I wish I could say all went well today and the next step is clear. It wasn't all roses and the way forward isn't clear yet.
The neurosurgeon, Dr. Yamini, seemed like a great guy. Lacking the quirkiness of so many doctors, he was friendly, laughed at my jokes, seemed genuinely concerned, and responded with wisdom to the situation at hand (as best we can tell).
I'll try to stay within the nutshell. He agreed she has Chiari I Malformation (knew he would), but didn't feel we should schedule surgery just yet. Not because Molly might get better, but because of at least a couple of things...
1. There is no evidence on the MRI films of any major effects from the Chiari, though the Chiari itself is evident. Often Chiari sufferers have developed one or more cysts in the spinal cord called a "syrinx." At the least there are often spots on the chord that show problems occurring in and around the spinal column. Molly's spinal chord is "pristine" according to Dr. Yamini, meaning it looks just fine and has absolutely no noticeable effects from the cerebellum pressing on the spinal column.
Because of the lack of noticeable trauma on her spine, Dr. Yamini is curious about whether or not the symptoms are coming from the Chiari Malformation or something else.
2. Molly's symptoms don't seem to match what Dr. Yamini has seen many Chiari patients. Often people experiencing dramatic Chiari symptoms have had some lesser symptoms long before. Things like chronic, bad headaches. Molly's symptoms just started a month ago, and she went from very healthy and feeling good to awful symptoms.

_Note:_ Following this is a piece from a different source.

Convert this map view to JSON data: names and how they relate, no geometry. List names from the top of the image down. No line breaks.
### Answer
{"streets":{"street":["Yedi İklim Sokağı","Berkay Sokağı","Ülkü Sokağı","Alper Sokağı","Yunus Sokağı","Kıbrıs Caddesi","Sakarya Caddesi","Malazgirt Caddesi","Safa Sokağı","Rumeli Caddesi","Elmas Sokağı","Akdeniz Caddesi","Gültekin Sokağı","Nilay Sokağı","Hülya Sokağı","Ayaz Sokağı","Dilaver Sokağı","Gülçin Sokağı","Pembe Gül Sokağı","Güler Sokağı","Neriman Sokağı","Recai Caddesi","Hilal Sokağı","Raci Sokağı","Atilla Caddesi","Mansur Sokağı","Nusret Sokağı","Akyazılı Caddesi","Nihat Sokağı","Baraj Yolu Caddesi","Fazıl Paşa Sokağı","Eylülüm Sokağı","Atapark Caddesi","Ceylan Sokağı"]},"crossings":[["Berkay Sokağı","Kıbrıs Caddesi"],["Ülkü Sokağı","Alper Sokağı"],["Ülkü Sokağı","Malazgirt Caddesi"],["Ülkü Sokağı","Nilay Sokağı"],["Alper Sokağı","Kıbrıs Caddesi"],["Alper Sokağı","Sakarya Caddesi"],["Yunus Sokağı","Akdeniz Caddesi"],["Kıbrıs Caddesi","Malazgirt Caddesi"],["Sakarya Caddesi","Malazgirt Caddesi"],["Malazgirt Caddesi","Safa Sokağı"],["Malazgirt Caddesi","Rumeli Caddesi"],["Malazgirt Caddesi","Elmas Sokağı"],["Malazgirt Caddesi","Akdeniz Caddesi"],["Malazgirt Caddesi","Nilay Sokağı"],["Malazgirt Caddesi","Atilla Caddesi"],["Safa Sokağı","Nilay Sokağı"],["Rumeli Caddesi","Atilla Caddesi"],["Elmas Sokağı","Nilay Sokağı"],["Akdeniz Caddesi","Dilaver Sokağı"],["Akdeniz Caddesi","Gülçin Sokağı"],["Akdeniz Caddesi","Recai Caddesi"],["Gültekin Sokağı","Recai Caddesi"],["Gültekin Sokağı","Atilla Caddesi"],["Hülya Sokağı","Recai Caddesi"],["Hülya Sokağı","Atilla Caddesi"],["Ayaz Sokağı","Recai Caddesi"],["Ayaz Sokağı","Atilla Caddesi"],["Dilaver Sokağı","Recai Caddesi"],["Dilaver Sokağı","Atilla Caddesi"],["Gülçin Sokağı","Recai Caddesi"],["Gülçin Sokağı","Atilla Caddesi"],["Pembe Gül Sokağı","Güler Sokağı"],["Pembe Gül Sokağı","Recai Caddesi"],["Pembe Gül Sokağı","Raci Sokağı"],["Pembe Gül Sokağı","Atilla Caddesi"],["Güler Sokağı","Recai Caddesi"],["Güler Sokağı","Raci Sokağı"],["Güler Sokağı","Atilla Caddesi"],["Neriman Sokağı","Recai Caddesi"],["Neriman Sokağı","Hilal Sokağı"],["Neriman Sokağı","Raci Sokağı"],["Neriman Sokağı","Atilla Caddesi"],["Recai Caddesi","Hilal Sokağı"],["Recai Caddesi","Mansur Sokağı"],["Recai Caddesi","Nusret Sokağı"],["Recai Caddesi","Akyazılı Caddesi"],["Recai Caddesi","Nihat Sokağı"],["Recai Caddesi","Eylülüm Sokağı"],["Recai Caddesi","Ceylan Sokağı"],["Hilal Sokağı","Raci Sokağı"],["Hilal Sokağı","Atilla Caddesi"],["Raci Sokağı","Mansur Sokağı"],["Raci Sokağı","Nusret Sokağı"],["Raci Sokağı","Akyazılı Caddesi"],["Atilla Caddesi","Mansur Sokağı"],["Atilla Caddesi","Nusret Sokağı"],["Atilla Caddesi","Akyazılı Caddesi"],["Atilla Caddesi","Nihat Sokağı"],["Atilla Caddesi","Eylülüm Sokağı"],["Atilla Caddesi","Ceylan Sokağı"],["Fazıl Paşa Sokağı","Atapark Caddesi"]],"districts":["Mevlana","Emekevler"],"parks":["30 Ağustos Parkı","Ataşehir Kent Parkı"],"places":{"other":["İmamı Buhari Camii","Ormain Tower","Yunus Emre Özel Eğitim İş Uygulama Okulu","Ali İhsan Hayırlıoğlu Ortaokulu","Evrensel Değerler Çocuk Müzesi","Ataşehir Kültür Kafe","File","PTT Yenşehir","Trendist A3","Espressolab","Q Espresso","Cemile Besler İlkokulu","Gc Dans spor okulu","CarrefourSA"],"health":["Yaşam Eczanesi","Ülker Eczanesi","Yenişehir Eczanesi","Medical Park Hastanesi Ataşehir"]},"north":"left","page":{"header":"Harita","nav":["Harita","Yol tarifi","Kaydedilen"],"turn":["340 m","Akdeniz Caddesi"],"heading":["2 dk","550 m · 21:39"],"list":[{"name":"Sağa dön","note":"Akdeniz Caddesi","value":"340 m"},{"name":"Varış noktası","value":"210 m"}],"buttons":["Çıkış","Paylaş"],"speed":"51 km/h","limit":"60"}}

Dr. Yamini was also concerned for Molly's unbelievable balance problems, and wasn't exactly sure her symptoms would be this dramatic when the Chiari hasn't produced noticeable effects on the spine.
Because there is no trauma and the symptoms are not quite aligning like typical Chiari, Dr. Yamini is questioning whether there might be a different problem causing Molly's symptoms. He said he assumes that Chiari is still the heinous culprit (see this at minute 3:40), but he isn't confident enough to perform such a dangerous surgery without ruling out some other possibilities.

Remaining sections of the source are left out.